**WHAT YOU WILL DO:** Search the records for the string "Calle", and show each line where it appears.

**MATERIALS PROVIDED:**
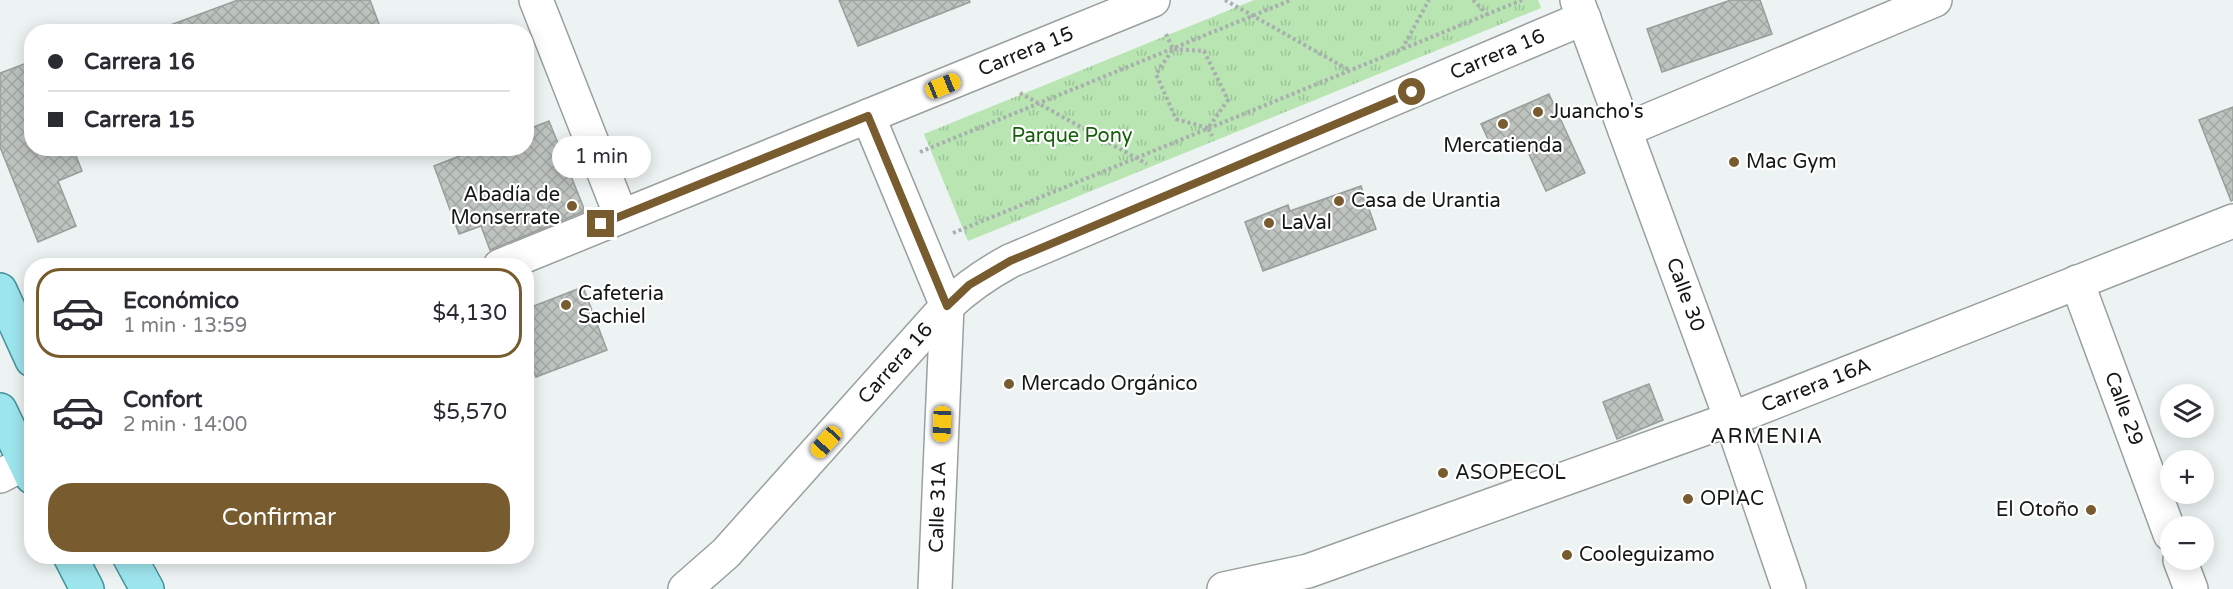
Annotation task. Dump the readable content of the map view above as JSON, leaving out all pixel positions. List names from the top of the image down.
{
  "streets": {
    "street": [
      "Carrera 15",
      "Carrera 16",
      "Calle 30",
      "Carrera 16A",
      "Calle 29",
      "Calle 31A"
    ]
  },
  "crossings": [
    ["Carrera 15", "Calle 31A"],
    ["Carrera 16", "Calle 30"],
    ["Carrera 16", "Calle 31A"],
    ["Calle 30", "Carrera 16A"],
    ["Carrera 16A", "Calle 29"]
  ],
  "districts": ["ARMENIA"],
  "parks": ["Parque Pony"],
  "places": [
    "Juancho's",
    "Mercatienda",
    "Mac Gym",
    "Casa de Urantia",
    "Abadía de Monserrate",
    "LaVal",
    "Cafeteria Sachiel",
    "Mercado Orgánico",
    "ASOPECOL",
    "OPIAC",
    "El Otoño",
    "Cooleguizamo"
  ],
  "page": {
    "banner": ["Carrera 16", "Carrera 15"],
    "bubble": "1 min",
    "list": [
      {
        "name": "Económico",
        "note": "1 min · 13:59",
        "value": "$4,130"
      },
      {
        "name": "Confort",
        "note": "2 min · 14:00",
        "value": "$5,570"
      }
    ],
    "map_buttons": ["+", "−"],
    "buttons": "Confirmar"
  }
}
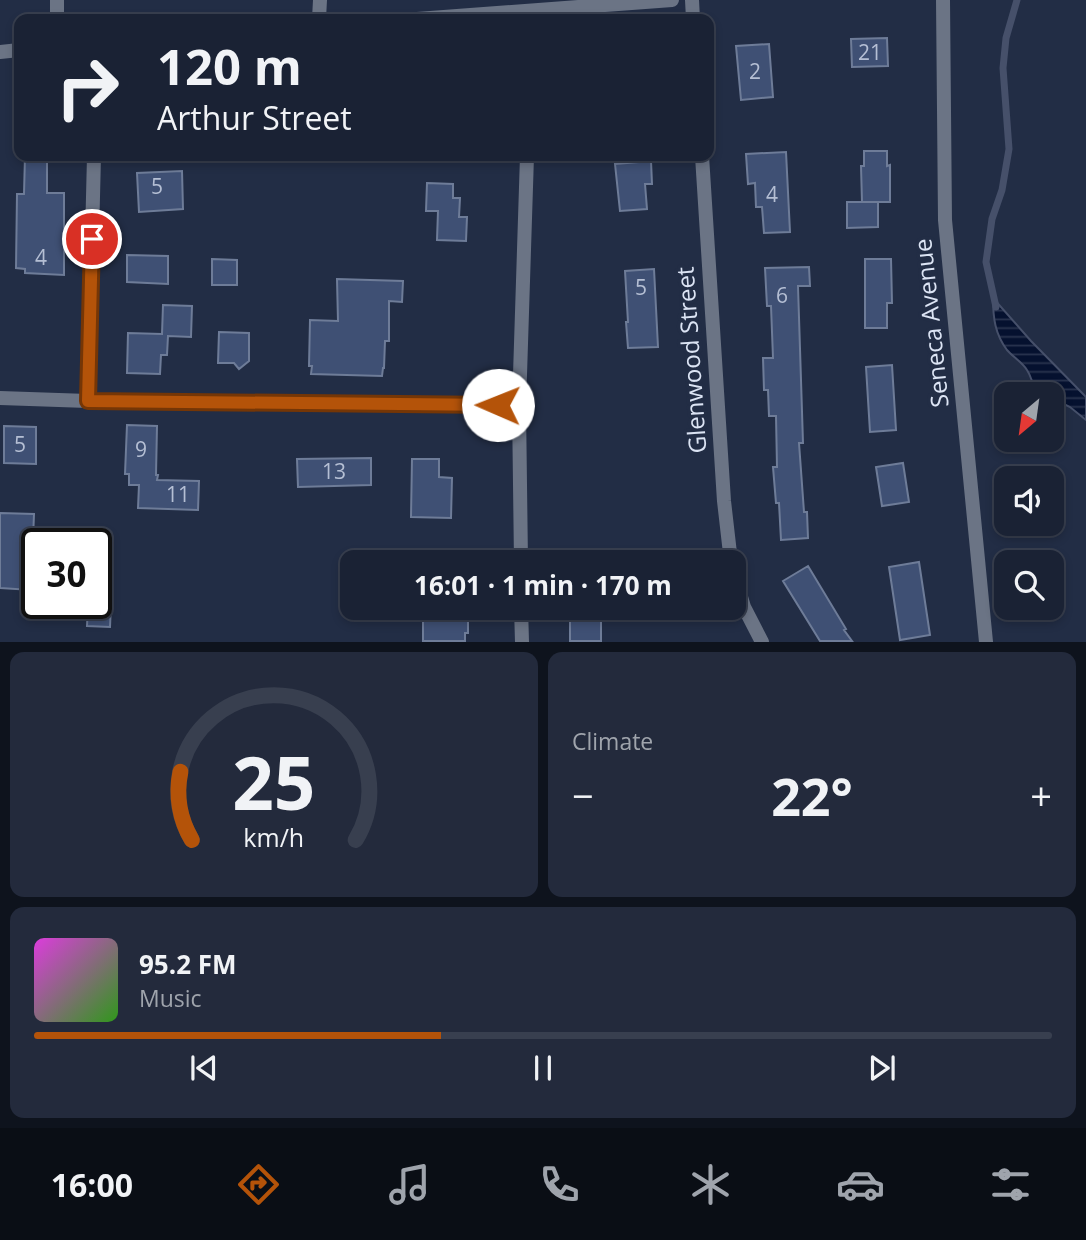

**SOLUTION TO THIS EXERCISE:**
      "Calle 30",
      "Calle 29",
      "Calle 31A"
    ["Carrera 15", "Calle 31A"],
    ["Carrera 16", "Calle 30"],
    ["Carrera 16", "Calle 31A"],
    ["Calle 30", "Carrera 16A"],
    ["Carrera 16A", "Calle 29"]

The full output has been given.